*** STUDY MATERIAL ***
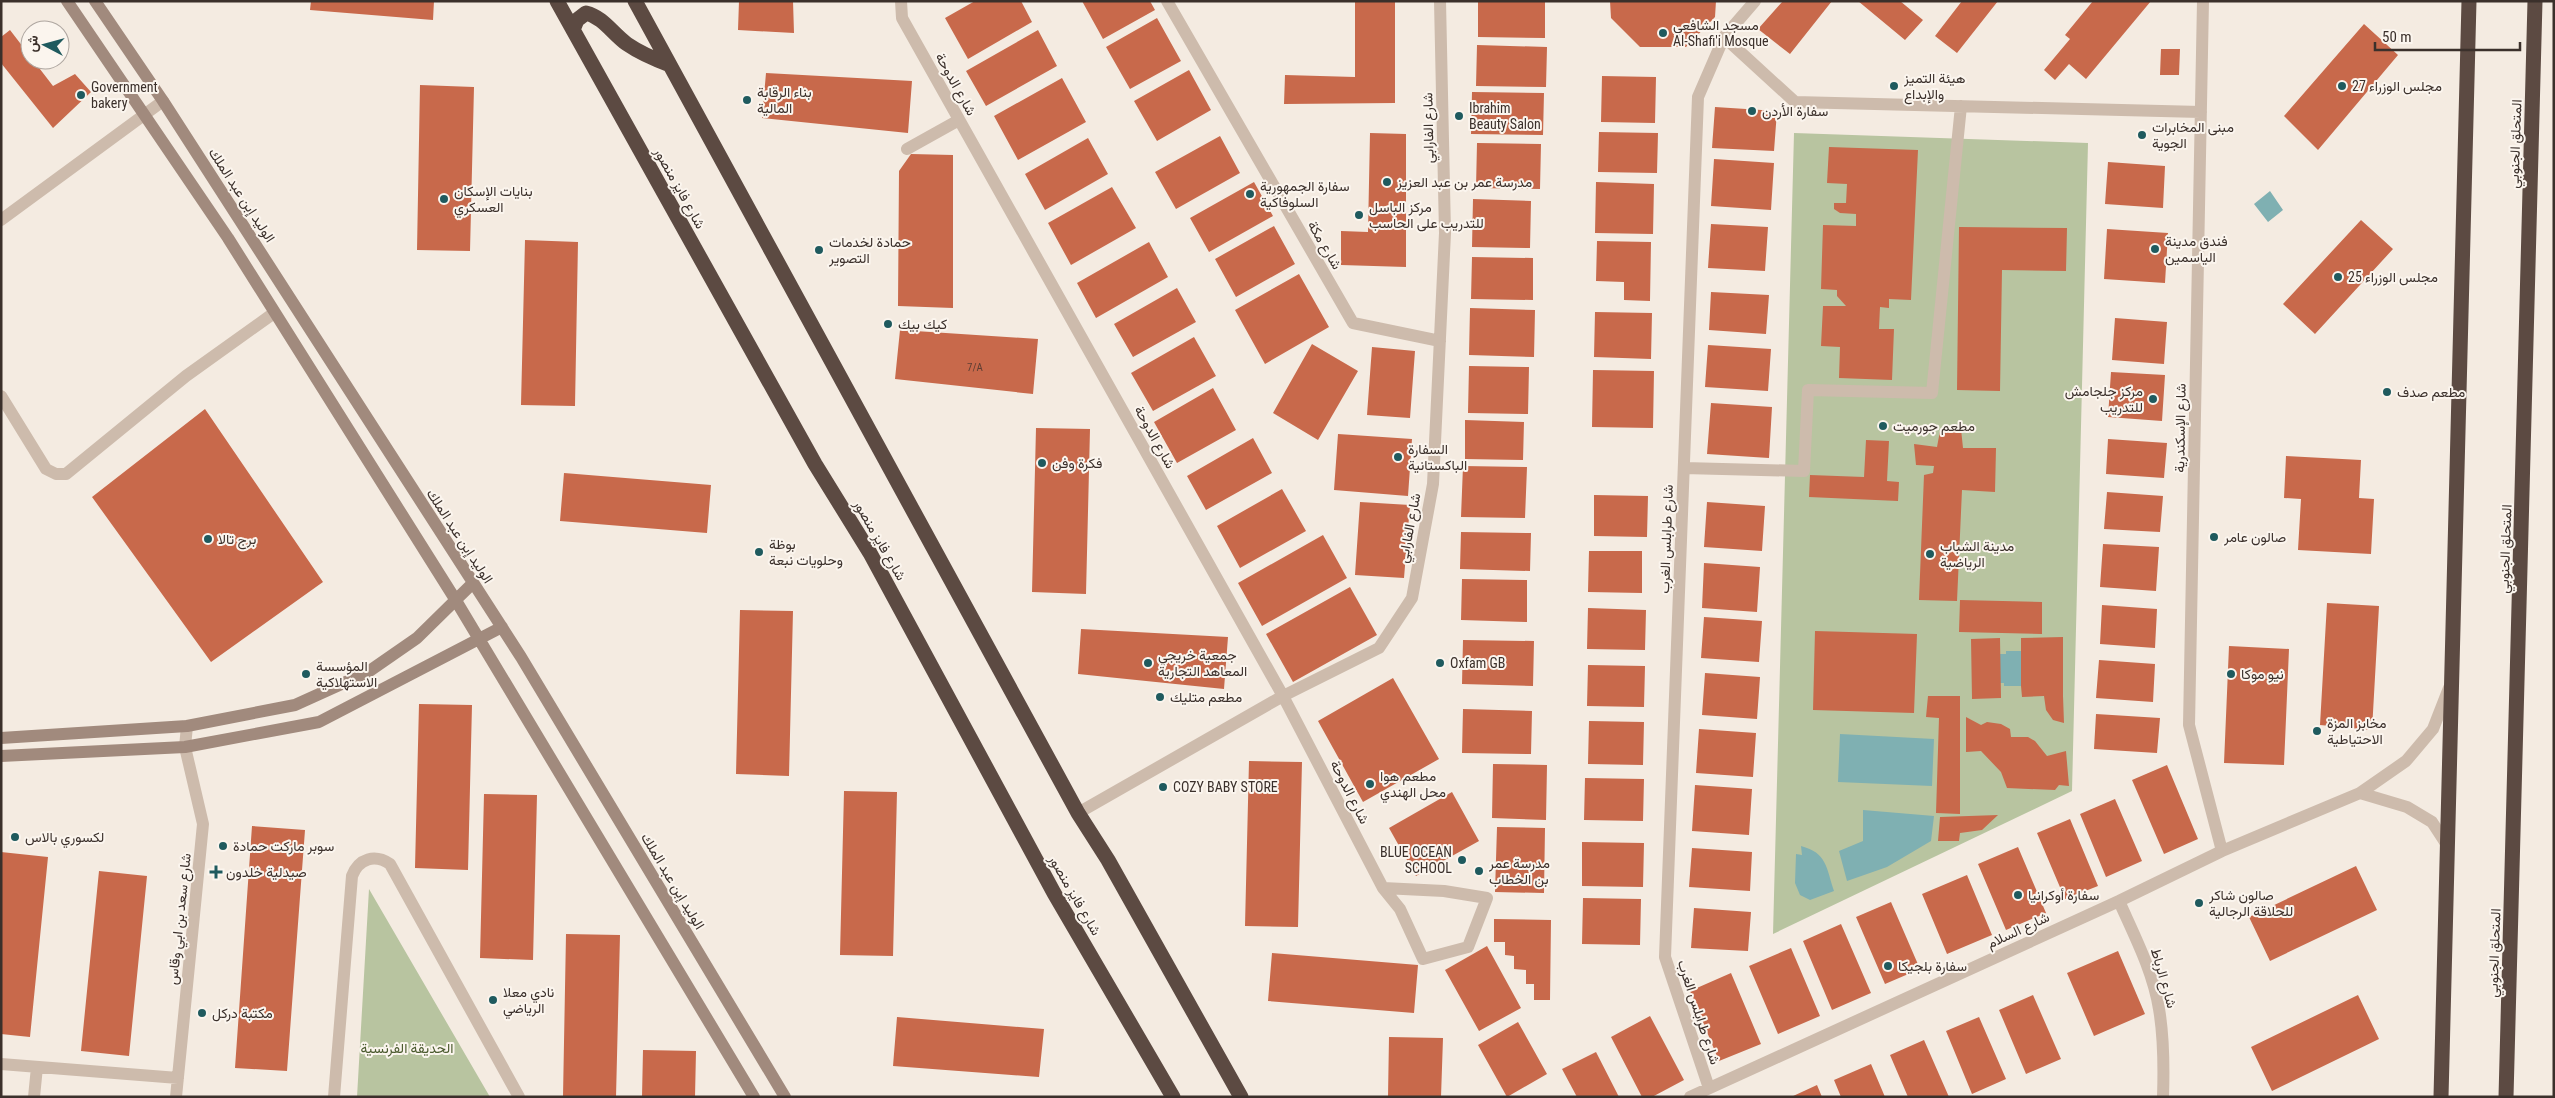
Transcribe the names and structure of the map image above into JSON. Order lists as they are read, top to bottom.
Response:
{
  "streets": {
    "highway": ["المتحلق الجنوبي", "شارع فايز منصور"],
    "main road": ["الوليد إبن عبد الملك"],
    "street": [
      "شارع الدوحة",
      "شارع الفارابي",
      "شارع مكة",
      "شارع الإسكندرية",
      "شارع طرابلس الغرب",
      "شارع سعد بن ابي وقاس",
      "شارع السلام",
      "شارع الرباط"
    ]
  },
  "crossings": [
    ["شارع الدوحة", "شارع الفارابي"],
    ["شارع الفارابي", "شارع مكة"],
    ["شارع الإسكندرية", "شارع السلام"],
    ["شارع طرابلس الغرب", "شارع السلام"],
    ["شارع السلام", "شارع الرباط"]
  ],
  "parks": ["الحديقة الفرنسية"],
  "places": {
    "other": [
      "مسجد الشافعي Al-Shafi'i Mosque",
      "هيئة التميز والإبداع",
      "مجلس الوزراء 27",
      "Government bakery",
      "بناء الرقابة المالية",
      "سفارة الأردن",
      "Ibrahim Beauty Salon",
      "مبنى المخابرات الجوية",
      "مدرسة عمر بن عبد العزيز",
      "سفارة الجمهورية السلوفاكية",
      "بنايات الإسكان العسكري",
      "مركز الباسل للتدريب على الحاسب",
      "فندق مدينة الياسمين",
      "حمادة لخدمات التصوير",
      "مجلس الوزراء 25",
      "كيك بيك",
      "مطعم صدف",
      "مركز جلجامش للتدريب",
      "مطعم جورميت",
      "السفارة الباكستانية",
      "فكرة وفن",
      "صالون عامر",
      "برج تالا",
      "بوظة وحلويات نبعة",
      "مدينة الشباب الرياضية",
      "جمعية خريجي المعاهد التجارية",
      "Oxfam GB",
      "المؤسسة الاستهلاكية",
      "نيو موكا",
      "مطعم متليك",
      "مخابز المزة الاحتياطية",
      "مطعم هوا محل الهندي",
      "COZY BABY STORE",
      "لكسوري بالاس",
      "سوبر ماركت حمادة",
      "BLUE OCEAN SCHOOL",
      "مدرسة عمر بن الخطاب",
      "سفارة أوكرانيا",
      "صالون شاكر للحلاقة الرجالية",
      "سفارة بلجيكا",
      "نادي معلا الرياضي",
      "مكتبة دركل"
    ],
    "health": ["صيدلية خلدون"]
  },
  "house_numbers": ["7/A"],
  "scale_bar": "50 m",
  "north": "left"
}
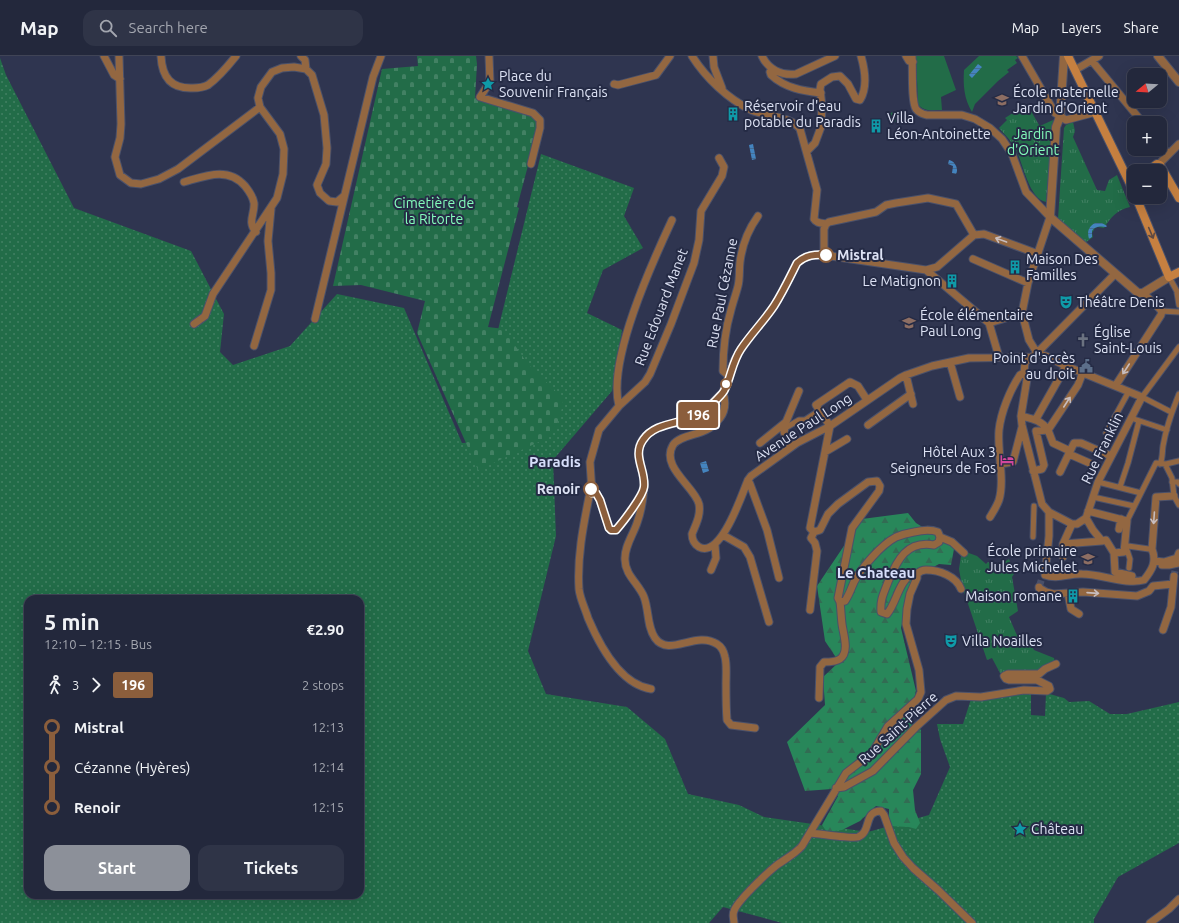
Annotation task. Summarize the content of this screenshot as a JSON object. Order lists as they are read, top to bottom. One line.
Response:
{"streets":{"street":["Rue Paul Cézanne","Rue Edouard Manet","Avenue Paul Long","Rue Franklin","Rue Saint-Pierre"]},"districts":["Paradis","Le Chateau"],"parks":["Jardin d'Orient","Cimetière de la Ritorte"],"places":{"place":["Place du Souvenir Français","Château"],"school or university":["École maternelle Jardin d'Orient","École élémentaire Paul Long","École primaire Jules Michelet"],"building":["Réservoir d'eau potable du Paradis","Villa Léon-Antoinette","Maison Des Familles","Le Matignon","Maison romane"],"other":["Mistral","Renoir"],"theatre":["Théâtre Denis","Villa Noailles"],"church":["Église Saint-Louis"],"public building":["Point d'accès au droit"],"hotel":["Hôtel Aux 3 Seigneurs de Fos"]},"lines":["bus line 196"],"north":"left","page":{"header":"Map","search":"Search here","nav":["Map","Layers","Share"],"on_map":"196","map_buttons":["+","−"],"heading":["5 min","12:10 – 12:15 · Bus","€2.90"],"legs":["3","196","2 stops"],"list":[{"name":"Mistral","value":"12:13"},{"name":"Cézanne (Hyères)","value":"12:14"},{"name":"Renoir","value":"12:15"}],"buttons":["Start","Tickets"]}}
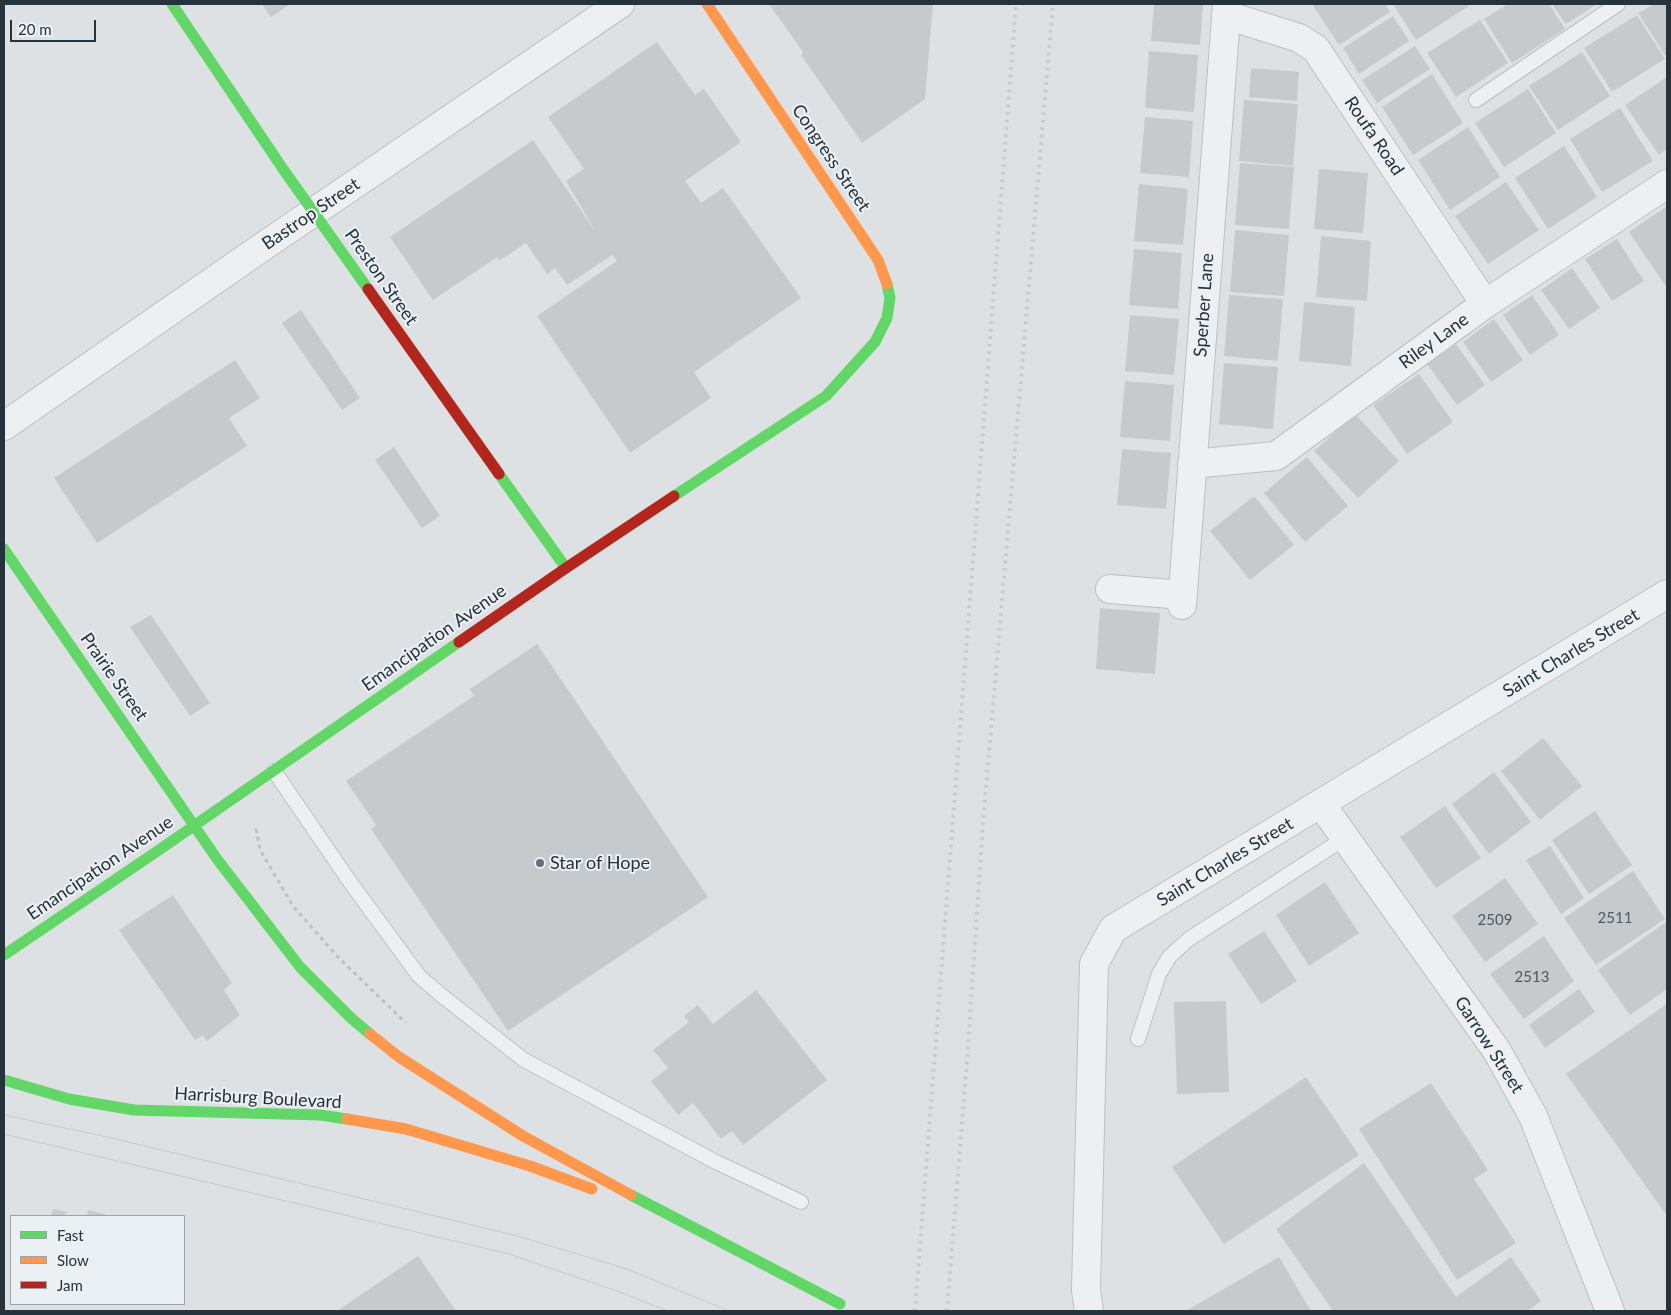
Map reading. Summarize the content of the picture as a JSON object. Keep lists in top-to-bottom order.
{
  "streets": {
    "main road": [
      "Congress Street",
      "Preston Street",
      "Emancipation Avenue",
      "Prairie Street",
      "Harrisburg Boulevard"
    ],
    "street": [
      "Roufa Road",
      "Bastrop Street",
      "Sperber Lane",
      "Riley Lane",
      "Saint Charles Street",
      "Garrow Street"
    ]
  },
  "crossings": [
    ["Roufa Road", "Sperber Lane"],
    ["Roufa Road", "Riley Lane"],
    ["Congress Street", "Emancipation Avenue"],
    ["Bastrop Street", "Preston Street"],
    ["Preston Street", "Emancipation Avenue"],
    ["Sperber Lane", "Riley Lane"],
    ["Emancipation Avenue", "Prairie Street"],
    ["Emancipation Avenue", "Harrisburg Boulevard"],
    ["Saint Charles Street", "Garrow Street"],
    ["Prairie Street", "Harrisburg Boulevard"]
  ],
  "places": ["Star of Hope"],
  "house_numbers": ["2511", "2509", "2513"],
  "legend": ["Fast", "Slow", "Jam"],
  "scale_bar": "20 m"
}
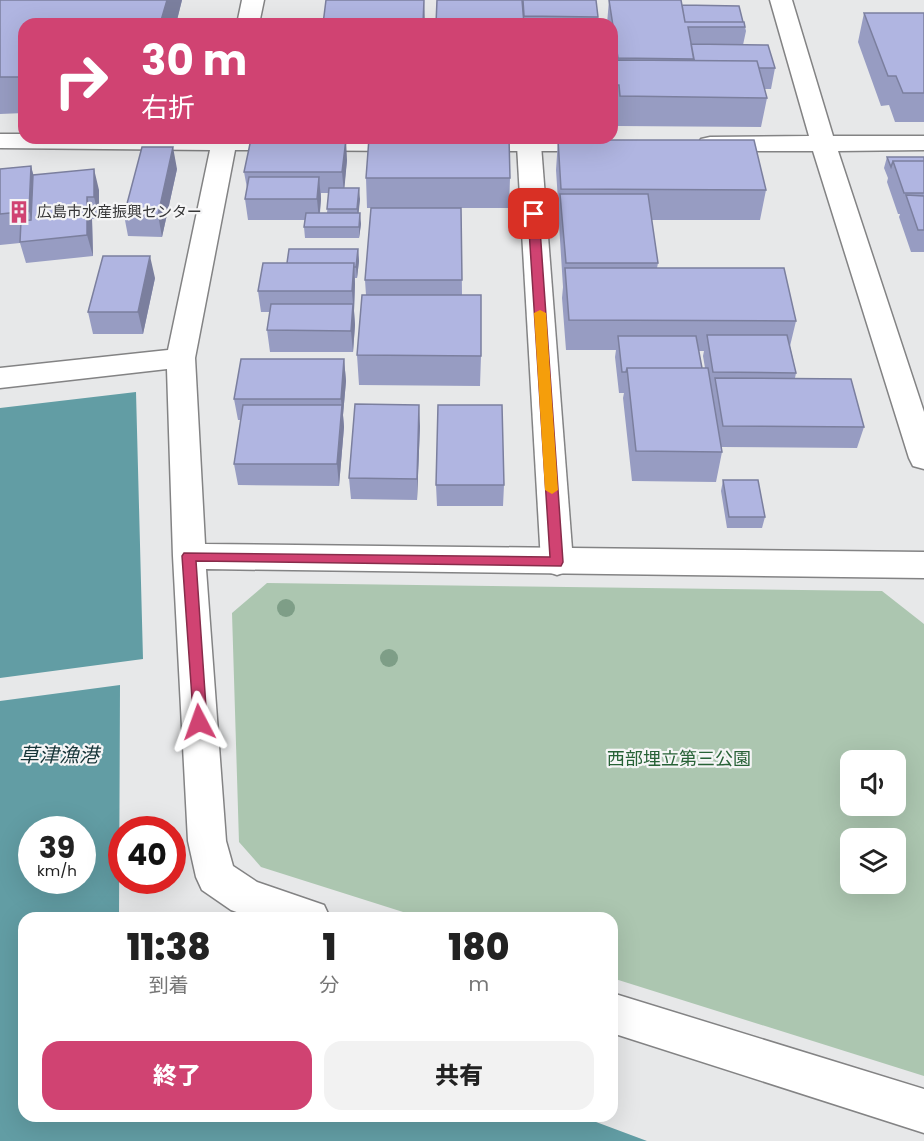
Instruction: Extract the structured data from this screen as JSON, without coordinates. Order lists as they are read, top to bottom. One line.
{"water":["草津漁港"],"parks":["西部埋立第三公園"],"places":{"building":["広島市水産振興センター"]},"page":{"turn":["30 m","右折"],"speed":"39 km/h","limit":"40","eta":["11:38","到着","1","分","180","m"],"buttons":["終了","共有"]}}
***
**GOAL OF THE EXERCISE:** Which lines in the data above contain "Summarize"? Show each one.

**WRITTEN REPLY:**
Annotation task. Summarize the content of this screenshot as a JSON object. Order lists as they are read, top to bottom. One line.
Map reading. Summarize the content of the picture as a JSON object. Keep lists in top-to-bottom order.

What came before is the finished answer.